::: Task input

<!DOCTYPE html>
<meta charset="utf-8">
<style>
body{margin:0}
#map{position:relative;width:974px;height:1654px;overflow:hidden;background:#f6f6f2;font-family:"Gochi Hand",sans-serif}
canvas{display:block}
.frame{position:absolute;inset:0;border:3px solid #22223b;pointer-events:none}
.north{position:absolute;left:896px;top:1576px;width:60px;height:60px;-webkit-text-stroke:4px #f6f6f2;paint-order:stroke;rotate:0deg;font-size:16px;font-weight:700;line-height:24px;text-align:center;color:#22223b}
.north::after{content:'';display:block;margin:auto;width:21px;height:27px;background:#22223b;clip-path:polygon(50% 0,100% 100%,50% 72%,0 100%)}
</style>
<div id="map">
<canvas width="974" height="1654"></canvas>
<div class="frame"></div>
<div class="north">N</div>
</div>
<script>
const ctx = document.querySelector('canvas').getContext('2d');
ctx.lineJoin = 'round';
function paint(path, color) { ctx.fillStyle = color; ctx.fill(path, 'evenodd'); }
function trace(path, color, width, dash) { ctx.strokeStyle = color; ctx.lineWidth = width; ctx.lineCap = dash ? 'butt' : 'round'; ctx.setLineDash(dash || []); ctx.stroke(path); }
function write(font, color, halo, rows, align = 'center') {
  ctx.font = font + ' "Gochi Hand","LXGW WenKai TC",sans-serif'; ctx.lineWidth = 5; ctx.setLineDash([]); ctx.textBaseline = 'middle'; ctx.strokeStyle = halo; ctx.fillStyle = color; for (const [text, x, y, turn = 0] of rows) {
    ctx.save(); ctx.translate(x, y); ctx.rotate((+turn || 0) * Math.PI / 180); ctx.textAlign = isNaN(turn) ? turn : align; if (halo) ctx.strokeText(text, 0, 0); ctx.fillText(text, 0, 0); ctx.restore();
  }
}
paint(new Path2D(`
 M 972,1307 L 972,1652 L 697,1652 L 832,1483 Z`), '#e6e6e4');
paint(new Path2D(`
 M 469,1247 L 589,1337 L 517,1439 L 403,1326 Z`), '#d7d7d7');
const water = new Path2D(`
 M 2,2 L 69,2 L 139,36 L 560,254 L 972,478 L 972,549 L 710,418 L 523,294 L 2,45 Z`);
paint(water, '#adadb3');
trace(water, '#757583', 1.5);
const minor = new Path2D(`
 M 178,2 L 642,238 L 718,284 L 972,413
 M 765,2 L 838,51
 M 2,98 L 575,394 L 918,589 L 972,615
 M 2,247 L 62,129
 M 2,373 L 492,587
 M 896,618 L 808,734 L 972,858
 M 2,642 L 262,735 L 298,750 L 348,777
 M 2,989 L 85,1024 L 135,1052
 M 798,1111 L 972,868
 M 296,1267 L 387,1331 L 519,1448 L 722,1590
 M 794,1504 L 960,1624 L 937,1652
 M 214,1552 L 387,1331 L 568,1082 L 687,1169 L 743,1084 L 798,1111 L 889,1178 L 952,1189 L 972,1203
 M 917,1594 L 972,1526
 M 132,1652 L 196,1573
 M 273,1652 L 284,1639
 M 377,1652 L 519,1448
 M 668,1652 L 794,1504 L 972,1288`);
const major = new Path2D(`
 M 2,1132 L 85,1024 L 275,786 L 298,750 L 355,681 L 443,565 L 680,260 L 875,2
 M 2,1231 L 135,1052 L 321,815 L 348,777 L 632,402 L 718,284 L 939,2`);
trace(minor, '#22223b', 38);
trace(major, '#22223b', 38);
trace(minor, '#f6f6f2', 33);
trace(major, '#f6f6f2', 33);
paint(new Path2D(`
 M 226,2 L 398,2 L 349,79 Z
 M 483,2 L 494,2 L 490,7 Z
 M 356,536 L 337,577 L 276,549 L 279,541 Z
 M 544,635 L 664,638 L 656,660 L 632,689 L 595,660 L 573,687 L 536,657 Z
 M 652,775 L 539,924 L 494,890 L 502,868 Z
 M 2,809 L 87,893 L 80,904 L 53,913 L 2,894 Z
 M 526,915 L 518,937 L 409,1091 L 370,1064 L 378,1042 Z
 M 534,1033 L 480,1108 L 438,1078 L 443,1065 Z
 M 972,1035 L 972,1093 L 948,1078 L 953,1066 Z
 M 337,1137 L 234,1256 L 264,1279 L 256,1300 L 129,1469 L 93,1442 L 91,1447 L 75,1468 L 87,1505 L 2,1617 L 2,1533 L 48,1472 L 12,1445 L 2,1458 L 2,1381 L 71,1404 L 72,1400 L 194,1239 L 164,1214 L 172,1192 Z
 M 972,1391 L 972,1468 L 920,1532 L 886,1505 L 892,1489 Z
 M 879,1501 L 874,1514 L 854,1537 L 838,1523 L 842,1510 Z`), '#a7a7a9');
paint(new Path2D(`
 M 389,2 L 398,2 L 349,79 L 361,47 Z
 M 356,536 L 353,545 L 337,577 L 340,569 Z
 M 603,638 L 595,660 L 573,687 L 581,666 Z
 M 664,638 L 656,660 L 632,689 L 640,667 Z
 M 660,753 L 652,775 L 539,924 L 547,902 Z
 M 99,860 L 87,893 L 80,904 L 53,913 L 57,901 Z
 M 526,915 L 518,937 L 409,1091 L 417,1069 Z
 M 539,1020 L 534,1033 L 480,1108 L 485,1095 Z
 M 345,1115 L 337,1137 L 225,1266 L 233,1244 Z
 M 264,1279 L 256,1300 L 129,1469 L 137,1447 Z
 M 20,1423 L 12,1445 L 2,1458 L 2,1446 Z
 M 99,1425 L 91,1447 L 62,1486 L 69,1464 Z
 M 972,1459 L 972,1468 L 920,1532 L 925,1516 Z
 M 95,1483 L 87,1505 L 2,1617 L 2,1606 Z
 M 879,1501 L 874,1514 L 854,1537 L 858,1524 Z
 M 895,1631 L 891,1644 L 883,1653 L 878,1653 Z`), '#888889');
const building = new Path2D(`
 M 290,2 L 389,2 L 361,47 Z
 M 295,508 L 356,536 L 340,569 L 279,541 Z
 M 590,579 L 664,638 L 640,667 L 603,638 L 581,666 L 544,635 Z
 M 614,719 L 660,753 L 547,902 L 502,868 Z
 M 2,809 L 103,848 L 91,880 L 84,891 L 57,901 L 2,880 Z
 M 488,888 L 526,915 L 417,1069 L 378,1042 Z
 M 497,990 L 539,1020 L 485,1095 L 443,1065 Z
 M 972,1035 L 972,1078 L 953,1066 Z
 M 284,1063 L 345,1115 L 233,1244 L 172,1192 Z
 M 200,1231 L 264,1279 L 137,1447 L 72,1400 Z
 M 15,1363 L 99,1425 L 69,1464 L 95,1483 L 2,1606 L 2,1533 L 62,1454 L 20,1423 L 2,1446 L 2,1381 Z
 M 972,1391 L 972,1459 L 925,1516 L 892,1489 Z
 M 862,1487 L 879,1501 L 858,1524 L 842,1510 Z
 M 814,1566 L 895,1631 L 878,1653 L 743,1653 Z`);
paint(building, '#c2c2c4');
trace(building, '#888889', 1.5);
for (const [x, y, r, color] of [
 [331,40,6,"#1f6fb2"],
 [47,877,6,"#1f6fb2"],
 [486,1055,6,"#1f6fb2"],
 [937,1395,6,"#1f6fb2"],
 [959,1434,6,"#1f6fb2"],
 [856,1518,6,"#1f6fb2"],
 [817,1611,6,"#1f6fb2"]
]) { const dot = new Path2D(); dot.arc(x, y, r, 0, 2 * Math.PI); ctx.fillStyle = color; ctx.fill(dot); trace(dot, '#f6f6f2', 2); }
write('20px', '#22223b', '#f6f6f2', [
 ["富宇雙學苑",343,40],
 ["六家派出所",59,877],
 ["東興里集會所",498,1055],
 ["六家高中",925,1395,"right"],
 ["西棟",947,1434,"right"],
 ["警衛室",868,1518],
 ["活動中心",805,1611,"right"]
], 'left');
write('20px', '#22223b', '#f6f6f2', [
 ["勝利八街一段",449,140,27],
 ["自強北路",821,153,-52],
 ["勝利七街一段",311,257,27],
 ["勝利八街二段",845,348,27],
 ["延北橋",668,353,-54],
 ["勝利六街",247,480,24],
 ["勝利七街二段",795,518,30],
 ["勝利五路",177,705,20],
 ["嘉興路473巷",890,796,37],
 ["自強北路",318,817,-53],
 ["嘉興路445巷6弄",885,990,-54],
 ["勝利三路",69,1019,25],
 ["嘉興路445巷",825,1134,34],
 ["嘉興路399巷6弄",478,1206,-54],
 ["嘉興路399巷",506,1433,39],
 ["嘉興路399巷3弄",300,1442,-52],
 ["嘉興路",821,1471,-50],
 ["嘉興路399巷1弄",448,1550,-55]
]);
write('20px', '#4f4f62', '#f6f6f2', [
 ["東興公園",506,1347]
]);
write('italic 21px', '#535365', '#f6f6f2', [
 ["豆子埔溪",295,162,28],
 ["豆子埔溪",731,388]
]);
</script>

::::::

Prompt: Reproduce each line from the records that contains the word "setLineDash".

Completed exercise:
function trace(path, color, width, dash) { ctx.strokeStyle = color; ctx.lineWidth = width; ctx.lineCap = dash ? 'butt' : 'round'; ctx.setLineDash(dash || []); ctx.stroke(path); }
  ctx.font = font + ' "Gochi Hand","LXGW WenKai TC",sans-serif'; ctx.lineWidth = 5; ctx.setLineDash([]); ctx.textBaseline = 'middle'; ctx.strokeStyle = halo; ctx.fillStyle = color; for (const [text, x, y, turn = 0] of rows) {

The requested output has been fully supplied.